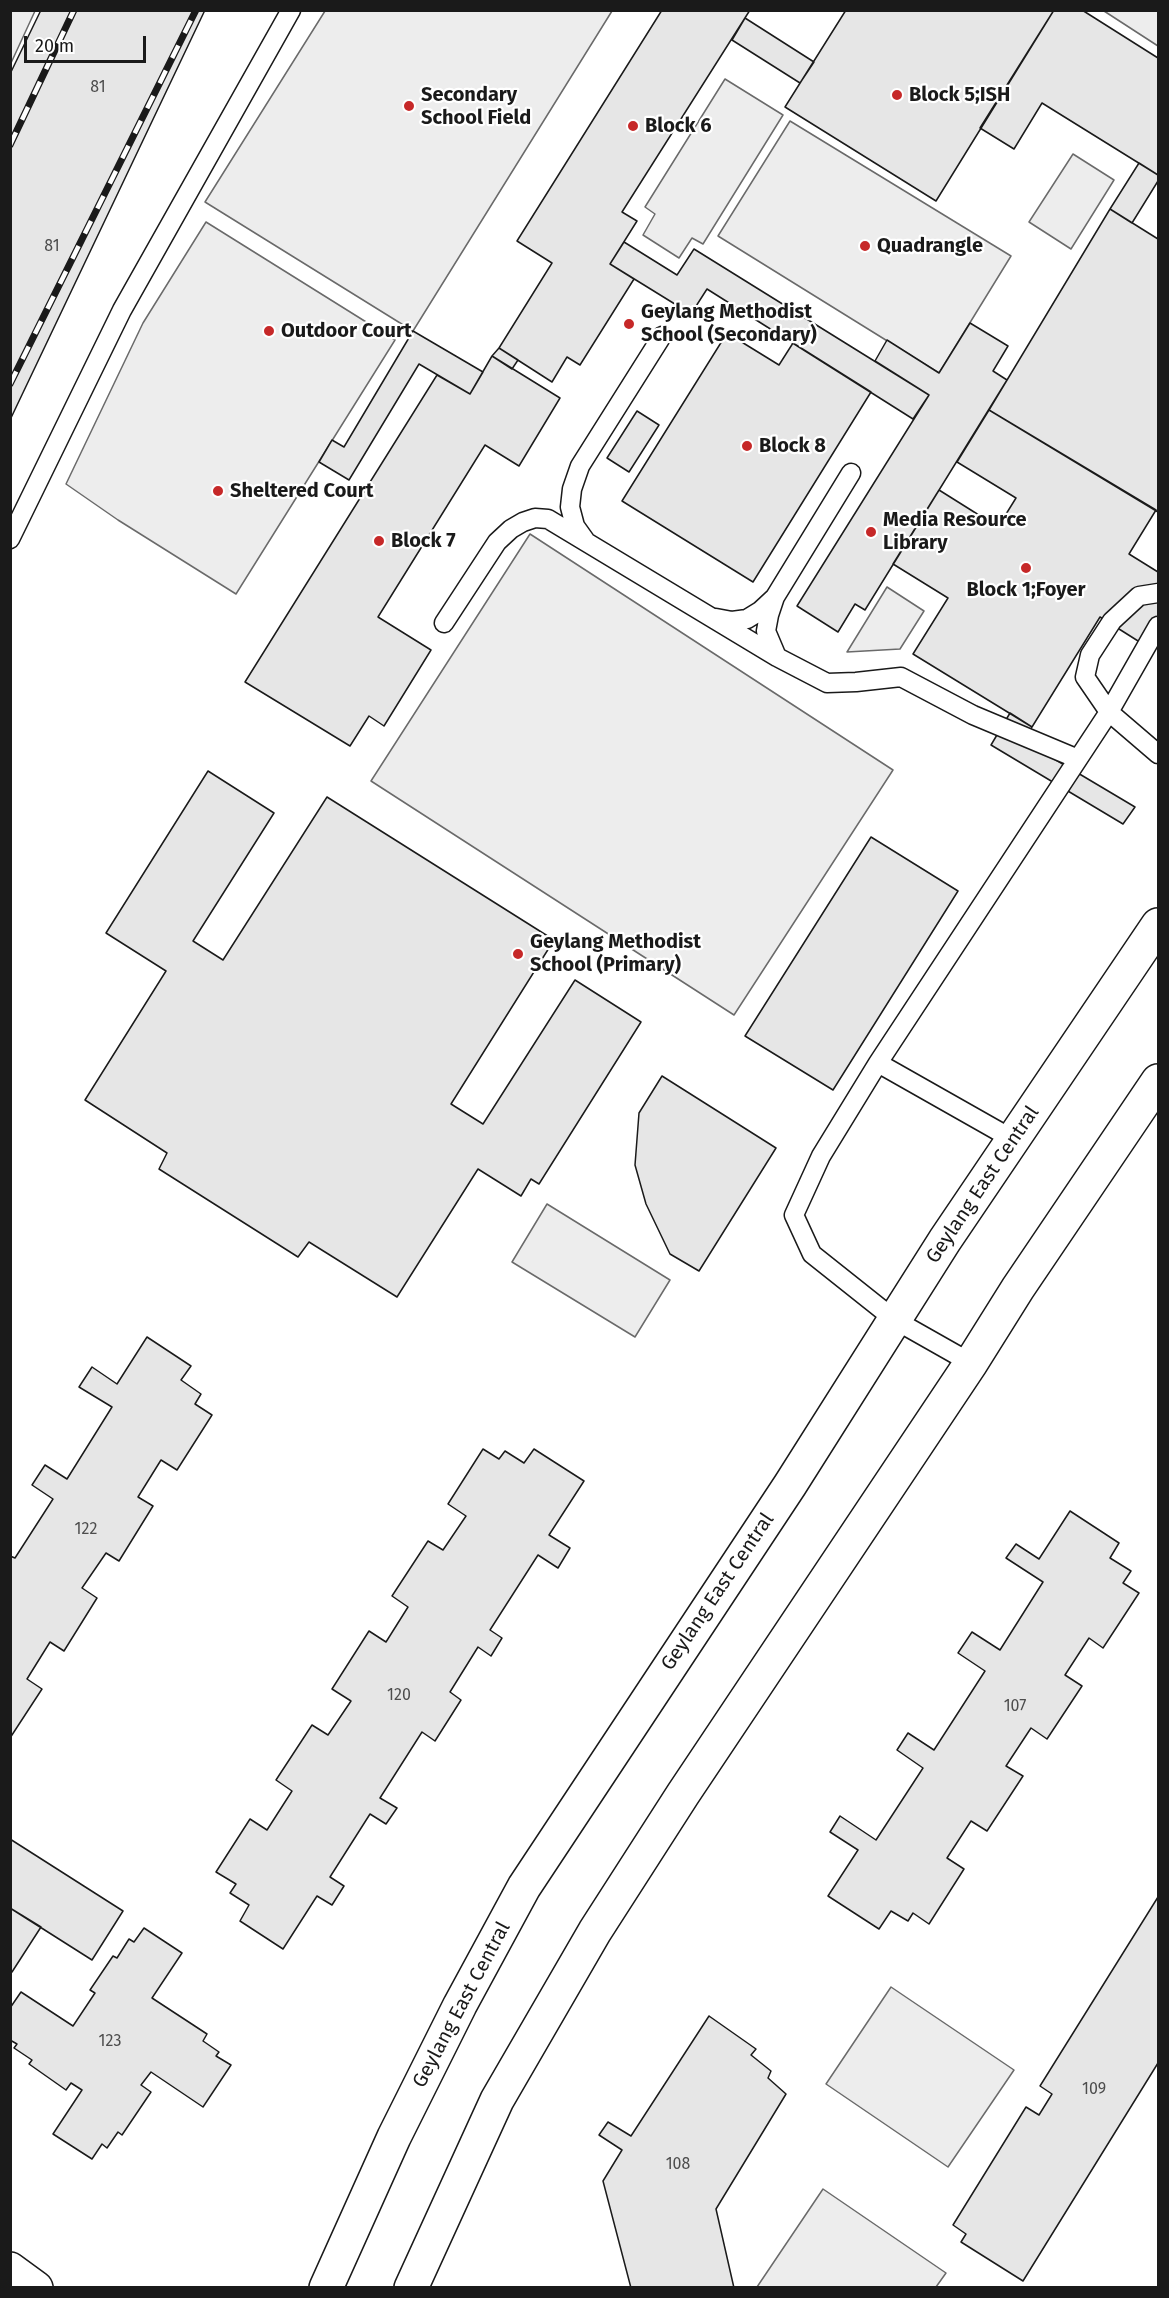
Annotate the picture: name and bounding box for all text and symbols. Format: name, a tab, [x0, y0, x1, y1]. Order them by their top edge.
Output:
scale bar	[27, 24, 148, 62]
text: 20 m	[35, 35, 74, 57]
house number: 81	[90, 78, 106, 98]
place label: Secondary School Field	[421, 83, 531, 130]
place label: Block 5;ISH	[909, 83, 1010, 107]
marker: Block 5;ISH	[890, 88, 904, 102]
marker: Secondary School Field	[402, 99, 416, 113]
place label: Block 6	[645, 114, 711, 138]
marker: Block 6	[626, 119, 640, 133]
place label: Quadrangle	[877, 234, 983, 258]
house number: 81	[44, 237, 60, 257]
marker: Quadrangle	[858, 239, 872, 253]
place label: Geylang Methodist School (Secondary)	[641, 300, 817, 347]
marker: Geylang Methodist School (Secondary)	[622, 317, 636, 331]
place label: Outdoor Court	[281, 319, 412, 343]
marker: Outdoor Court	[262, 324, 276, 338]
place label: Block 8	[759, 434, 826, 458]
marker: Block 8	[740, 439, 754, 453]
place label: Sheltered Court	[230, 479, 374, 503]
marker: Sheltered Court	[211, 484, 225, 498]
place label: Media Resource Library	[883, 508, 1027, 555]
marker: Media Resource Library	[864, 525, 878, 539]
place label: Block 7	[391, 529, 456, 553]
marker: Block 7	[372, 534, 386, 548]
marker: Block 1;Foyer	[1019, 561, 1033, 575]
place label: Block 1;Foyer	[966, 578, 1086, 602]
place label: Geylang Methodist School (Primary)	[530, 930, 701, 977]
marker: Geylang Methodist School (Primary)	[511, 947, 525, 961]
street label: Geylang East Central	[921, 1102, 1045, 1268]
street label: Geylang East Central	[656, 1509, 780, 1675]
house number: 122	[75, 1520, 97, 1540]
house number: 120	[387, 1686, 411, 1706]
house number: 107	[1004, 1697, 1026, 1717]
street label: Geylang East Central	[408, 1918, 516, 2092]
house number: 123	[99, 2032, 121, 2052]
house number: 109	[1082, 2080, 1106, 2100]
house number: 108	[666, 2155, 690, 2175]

****************************************

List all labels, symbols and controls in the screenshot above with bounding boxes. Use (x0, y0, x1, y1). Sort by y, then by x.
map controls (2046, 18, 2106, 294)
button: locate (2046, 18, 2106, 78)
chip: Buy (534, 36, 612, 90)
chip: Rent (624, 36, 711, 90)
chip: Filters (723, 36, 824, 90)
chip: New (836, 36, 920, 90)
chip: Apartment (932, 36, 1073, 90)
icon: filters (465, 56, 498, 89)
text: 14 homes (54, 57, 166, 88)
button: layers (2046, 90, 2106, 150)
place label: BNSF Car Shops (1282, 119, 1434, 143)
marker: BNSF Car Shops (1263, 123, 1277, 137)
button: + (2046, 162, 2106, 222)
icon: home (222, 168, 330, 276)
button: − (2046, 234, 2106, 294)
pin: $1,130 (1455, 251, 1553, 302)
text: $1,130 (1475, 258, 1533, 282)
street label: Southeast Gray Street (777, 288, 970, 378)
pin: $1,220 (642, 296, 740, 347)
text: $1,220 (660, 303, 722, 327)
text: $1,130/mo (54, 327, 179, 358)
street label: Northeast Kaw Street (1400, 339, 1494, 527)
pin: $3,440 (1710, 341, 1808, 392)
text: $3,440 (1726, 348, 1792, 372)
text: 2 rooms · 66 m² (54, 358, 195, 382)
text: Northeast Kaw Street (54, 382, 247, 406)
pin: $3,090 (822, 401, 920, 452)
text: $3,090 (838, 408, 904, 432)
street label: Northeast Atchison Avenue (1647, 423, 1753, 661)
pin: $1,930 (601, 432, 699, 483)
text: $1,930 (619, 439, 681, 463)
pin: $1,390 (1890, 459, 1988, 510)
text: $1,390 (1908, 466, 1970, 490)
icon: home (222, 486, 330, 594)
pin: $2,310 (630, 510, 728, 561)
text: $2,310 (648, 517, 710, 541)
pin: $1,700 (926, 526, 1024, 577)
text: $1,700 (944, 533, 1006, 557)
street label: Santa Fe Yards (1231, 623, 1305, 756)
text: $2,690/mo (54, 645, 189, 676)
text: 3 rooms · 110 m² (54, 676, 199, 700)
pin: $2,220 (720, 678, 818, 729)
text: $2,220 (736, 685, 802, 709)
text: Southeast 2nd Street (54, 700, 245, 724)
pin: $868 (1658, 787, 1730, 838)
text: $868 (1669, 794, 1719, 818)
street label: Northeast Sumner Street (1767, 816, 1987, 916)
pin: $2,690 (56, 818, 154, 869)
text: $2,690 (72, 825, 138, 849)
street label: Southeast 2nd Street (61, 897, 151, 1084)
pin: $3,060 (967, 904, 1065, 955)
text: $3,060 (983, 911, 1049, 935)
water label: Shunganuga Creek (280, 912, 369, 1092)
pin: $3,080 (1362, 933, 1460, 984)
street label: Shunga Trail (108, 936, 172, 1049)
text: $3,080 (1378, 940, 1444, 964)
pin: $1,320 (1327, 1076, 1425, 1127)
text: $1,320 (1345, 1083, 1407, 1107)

****************************************

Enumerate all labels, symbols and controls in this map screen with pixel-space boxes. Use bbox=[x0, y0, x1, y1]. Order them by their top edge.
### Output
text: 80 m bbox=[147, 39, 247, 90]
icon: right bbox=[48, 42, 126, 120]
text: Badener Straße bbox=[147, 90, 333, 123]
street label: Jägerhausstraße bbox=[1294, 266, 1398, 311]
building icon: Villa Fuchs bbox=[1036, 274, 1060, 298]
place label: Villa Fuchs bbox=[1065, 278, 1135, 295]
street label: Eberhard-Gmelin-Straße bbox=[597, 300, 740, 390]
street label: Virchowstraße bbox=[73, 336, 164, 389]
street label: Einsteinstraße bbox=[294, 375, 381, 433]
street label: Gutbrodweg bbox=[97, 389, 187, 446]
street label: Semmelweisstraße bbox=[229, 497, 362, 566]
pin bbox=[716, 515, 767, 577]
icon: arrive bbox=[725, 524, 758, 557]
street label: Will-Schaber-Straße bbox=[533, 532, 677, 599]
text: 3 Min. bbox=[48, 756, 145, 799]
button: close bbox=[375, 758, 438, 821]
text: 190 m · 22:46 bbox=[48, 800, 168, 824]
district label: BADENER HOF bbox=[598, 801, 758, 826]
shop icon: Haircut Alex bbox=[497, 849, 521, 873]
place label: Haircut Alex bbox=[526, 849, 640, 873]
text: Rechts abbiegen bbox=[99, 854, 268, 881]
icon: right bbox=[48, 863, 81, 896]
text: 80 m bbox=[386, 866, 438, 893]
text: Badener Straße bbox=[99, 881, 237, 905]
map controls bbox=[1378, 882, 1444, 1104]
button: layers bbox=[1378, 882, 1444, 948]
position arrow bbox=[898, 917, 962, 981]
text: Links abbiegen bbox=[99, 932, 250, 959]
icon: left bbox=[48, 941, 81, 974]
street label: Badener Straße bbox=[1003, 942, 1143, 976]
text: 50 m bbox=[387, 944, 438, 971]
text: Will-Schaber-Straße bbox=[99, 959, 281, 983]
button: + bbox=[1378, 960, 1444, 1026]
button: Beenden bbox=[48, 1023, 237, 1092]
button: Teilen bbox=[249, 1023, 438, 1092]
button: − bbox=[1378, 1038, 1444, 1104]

****************************************

**TASK REQUIREMENTS:**
Lines holding the word "Quadrangle" should be copied from the entries above.

**SOLUTION TO THIS TASK:**
place label: Quadrangle	[877, 234, 983, 258]
marker: Quadrangle	[858, 239, 872, 253]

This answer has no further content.